Arab summit opens, to relaunch Mideast peace offer [Archives:2005/827/Front Page]
ALGIERS, March 22 (Reuters) – A two-day Arab summit opened in Algiers on Tuesday with a plan to relaunch a peace initiative agreed in 2002 that Israel says is a non-starter. Thirteen top leaders, from 22 Arab League members, took part in the opening ceremony at a beach complex west of the capital.
Other countries sent high-level representatives.
Tunisian President Zine al-Abidine Ben Ali, the chairman of last year's summit, opened the meeting by asking for a moment of prayer for late Palestinian President Yasser Arafat and former Lebanese Prime Minister Rafik al-Hariri, who have died during the year.
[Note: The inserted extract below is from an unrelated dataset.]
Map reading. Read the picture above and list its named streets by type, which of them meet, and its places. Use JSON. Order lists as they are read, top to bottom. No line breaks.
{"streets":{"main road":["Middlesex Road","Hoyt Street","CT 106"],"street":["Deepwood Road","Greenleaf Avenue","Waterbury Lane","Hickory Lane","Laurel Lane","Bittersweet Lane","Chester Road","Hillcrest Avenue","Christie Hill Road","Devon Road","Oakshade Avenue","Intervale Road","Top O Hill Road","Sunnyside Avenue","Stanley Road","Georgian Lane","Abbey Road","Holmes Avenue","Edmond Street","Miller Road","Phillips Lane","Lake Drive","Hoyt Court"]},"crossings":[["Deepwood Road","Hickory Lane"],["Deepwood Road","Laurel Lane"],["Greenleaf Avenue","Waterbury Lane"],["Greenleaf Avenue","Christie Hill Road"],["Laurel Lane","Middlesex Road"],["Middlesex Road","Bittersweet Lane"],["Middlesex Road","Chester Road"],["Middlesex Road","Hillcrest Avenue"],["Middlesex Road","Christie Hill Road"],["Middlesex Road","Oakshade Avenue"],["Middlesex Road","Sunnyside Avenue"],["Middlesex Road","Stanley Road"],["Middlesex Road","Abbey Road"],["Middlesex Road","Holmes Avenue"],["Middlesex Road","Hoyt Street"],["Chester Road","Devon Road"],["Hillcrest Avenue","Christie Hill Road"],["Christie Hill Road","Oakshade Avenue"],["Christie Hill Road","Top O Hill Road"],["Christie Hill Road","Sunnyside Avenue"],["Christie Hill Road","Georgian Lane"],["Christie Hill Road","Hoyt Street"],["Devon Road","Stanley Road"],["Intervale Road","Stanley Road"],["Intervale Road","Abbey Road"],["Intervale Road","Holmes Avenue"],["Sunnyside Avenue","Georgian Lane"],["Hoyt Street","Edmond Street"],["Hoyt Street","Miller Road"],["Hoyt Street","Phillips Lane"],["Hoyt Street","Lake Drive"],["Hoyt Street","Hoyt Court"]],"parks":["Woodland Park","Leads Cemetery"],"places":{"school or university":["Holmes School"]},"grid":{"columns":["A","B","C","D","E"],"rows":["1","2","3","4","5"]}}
Hariri was killed by a car bomb in February.
In an attempt to send the world a message of peaceful intentions, the Arab leaders are expected to endorse an abridged version of their 2002 peace initiative, which offers Israel normal relations in exchange for withdrawal to pre-1967 borders.
But Israel said on Monday that the plan was a “non-starter” and Arab states should start negotiations without conditions.
A version of the final communique, released by the Egyptian state news agency MENA, suggests that the U.N. Security Council adopt the Arab initiative as the basis for peace.
The United States, which dominates the Security Council, favours the Israeli position that Israel and its neighbours should fix borders through negotiations.
The plan does not prevent individual countries from normalising relations with Israel at any time but so far only Egypt and Jordan have signed treaties and sent ambassadors.
Jordan, keen to build on a slight improvement in Arab-Israeli relations, had tried to make the 2002 plan more appealing to Israeli and international opinion but faced resistance from governments worried that Amman's proposal might imply concessions on the conditions Israel must meet.
Arab foreign ministers, in preparatory meetings on Saturday and Sunday, agreed to spell out the conditions in more detail, reducing the impact of the relaunch.
Algerian Foreign Minister Abdelaziz Belkhadem said the Algiers meeting would not be “the summit of normalisation”.